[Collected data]
┌────────
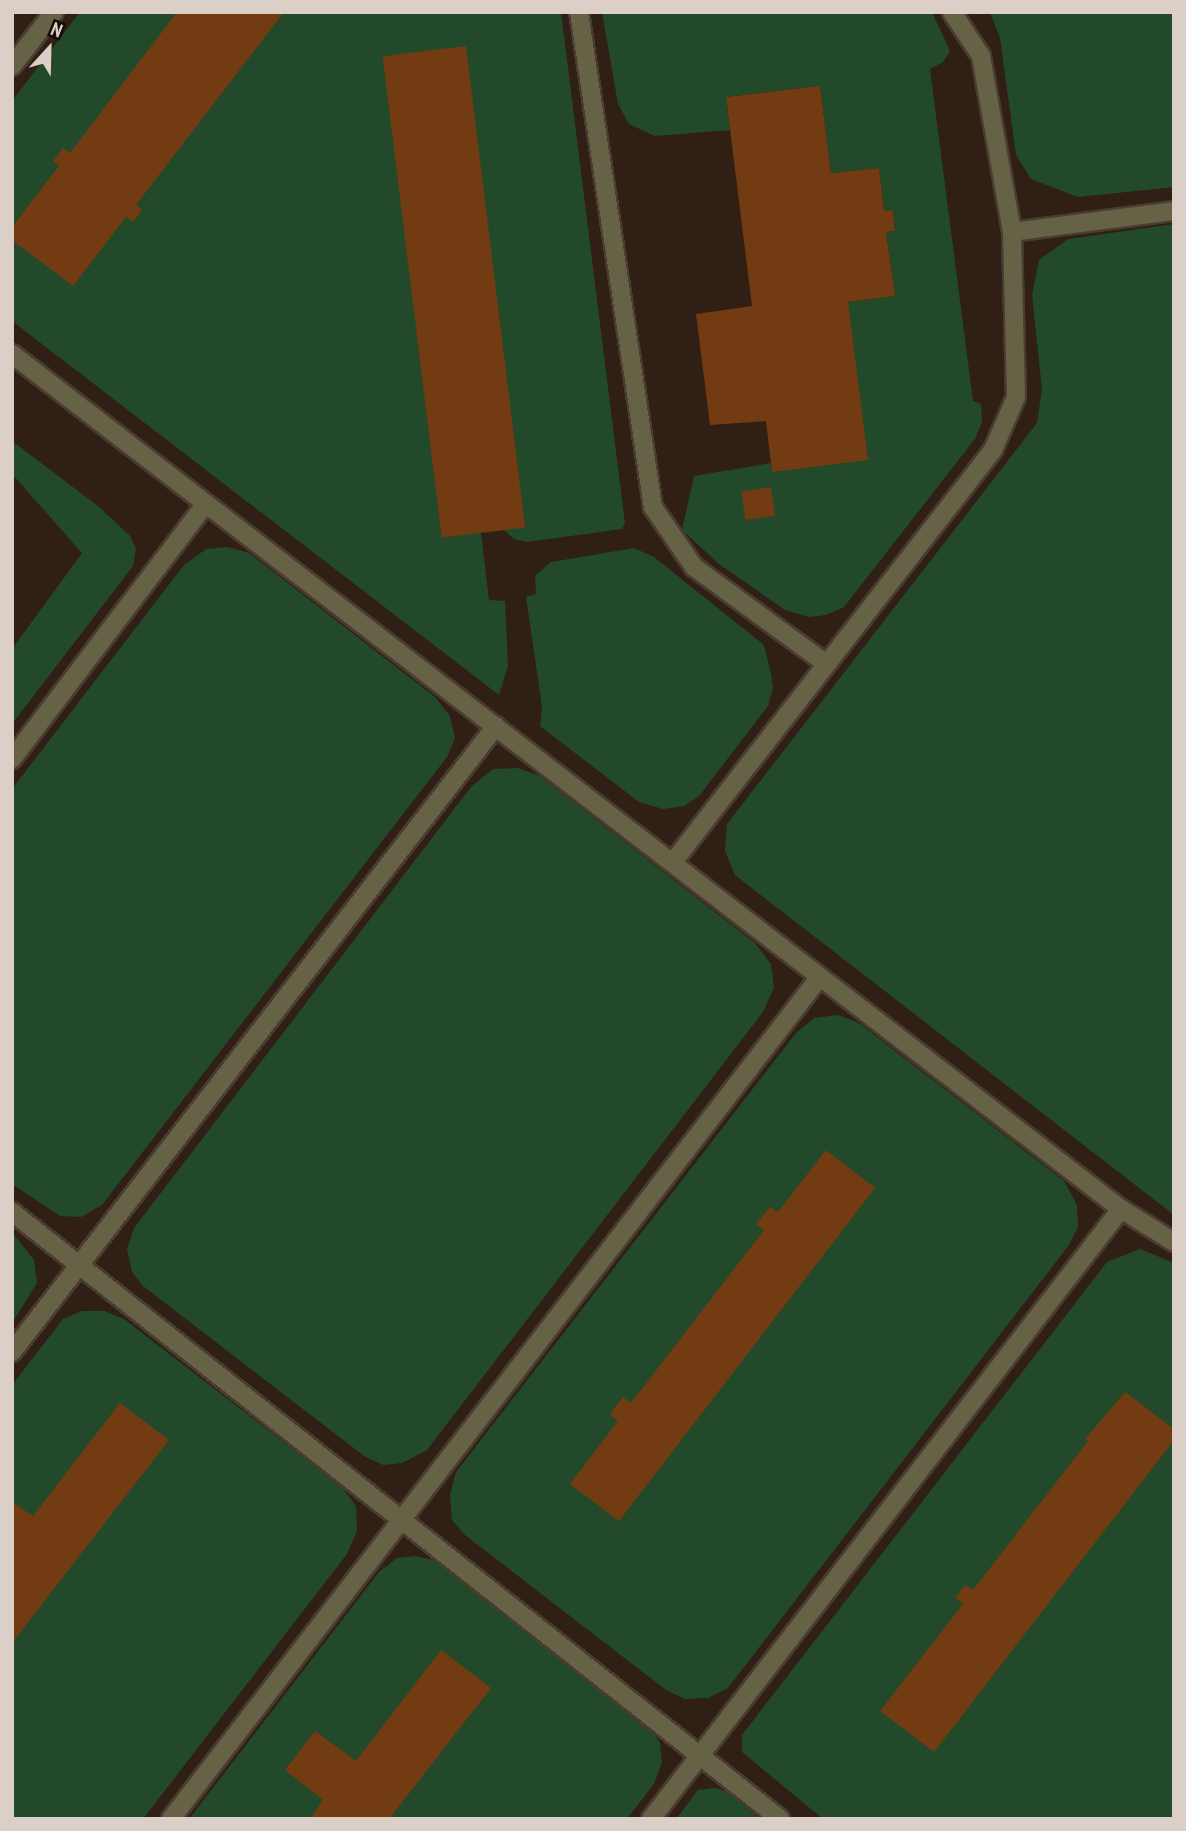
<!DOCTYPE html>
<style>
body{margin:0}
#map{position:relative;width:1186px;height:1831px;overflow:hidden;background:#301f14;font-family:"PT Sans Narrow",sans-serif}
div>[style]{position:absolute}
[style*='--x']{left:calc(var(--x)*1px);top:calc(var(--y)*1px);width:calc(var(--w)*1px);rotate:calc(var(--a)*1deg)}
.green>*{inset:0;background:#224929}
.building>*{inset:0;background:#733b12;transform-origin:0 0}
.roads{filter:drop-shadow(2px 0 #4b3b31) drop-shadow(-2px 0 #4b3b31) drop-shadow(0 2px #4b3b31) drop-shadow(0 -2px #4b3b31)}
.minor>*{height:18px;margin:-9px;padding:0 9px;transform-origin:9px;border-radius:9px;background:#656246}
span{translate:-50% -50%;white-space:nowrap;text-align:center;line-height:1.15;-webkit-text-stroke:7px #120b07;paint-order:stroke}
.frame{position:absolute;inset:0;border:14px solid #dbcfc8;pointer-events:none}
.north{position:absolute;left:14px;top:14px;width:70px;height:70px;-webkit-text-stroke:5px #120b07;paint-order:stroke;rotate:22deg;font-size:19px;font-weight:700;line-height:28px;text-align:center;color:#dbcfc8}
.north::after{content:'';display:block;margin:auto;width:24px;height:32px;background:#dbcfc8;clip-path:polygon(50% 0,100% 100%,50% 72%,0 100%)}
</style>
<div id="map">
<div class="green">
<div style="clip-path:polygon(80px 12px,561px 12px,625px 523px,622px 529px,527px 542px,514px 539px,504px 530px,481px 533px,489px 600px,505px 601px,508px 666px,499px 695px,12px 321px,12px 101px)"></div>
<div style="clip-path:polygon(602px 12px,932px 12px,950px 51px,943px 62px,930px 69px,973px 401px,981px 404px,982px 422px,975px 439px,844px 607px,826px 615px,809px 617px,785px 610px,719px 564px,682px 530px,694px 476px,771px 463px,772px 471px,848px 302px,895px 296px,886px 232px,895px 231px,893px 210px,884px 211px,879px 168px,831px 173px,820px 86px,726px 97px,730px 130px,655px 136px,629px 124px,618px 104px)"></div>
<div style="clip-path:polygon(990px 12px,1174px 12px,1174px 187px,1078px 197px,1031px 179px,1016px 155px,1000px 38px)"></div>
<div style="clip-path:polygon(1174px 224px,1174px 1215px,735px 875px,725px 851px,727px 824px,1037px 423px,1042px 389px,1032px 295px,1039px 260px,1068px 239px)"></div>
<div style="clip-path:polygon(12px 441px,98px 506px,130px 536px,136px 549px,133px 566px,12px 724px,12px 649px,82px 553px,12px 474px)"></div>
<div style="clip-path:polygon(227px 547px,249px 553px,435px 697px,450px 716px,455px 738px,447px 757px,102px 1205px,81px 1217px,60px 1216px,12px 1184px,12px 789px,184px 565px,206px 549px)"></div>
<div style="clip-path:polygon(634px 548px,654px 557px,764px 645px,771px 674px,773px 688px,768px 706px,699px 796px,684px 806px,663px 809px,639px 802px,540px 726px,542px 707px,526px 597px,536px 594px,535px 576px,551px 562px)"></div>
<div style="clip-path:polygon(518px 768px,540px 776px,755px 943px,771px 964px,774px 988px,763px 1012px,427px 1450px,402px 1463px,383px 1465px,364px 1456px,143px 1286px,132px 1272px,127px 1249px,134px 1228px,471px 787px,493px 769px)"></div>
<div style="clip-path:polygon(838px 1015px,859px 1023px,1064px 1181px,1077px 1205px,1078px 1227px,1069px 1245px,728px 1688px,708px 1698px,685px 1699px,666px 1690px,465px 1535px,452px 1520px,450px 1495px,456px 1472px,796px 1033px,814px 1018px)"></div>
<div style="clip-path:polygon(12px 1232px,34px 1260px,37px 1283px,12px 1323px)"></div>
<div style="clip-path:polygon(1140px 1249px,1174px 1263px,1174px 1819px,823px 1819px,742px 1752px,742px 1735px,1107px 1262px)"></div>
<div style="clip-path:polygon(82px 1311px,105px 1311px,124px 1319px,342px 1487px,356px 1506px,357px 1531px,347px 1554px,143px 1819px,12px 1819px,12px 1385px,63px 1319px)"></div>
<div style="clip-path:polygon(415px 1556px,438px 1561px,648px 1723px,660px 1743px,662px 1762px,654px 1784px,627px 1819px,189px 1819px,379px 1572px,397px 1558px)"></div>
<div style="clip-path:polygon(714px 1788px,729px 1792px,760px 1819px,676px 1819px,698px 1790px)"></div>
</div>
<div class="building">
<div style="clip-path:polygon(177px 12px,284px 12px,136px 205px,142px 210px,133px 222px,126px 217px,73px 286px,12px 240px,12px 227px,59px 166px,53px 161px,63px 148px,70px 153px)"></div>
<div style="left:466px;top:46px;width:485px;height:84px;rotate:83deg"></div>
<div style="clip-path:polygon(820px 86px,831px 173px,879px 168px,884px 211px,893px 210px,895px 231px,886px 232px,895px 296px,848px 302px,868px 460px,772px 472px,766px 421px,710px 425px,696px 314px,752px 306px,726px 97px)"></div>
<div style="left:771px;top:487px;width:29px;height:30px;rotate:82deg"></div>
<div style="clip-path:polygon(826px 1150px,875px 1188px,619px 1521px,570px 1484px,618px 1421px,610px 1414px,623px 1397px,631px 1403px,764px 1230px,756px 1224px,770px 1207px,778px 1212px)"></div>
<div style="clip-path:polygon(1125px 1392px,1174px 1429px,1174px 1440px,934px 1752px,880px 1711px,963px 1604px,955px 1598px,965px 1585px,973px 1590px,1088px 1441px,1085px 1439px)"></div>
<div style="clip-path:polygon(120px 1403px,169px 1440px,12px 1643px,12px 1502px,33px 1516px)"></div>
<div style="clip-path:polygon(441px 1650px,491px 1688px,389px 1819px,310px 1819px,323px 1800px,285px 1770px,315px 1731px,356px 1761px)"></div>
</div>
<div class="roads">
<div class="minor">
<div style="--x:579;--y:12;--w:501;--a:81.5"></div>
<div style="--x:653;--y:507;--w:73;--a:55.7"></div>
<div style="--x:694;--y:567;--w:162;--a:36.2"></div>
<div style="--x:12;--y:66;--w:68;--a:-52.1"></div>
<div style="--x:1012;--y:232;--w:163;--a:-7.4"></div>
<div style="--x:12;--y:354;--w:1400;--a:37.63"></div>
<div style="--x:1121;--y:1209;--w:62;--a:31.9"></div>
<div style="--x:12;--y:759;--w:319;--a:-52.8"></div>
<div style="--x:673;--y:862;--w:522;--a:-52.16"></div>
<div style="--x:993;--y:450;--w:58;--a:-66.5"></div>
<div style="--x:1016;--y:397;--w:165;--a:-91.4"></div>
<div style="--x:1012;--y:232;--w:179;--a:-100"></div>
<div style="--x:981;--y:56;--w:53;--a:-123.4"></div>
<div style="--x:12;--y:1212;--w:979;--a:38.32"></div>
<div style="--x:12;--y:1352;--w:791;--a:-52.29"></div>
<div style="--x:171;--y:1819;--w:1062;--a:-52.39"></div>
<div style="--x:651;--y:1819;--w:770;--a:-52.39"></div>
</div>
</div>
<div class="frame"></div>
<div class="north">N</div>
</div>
└────────
Work instruction: Transcribe exactly the lines that run from the first line of the records above through the line with "12px,561px 12px,625px 523px,622px", and include both of those lines; pictures stay out.

Task response:
<!DOCTYPE html>
<style>
body{margin:0}
#map{position:relative;width:1186px;height:1831px;overflow:hidden;background:#301f14;font-family:"PT Sans Narrow",sans-serif}
div>[style]{position:absolute}
[style*='--x']{left:calc(var(--x)*1px);top:calc(var(--y)*1px);width:calc(var(--w)*1px);rotate:calc(var(--a)*1deg)}
.green>*{inset:0;background:#224929}
.building>*{inset:0;background:#733b12;transform-origin:0 0}
.roads{filter:drop-shadow(2px 0 #4b3b31) drop-shadow(-2px 0 #4b3b31) drop-shadow(0 2px #4b3b31) drop-shadow(0 -2px #4b3b31)}
.minor>*{height:18px;margin:-9px;padding:0 9px;transform-origin:9px;border-radius:9px;background:#656246}
span{translate:-50% -50%;white-space:nowrap;text-align:center;line-height:1.15;-webkit-text-stroke:7px #120b07;paint-order:stroke}
.frame{position:absolute;inset:0;border:14px solid #dbcfc8;pointer-events:none}
.north{position:absolute;left:14px;top:14px;width:70px;height:70px;-webkit-text-stroke:5px #120b07;paint-order:stroke;rotate:22deg;font-size:19px;font-weight:700;line-height:28px;text-align:center;color:#dbcfc8}
.north::after{content:'';display:block;margin:auto;width:24px;height:32px;background:#dbcfc8;clip-path:polygon(50% 0,100% 100%,50% 72%,0 100%)}
</style>
<div id="map">
<div class="green">
<div style="clip-path:polygon(80px 12px,561px 12px,625px 523px,622px 529px,527px 542px,514px 539px,504px 530px,481px 533px,489px 600px,505px 601px,508px 666px,499px 695px,12px 321px,12px 101px)"></div>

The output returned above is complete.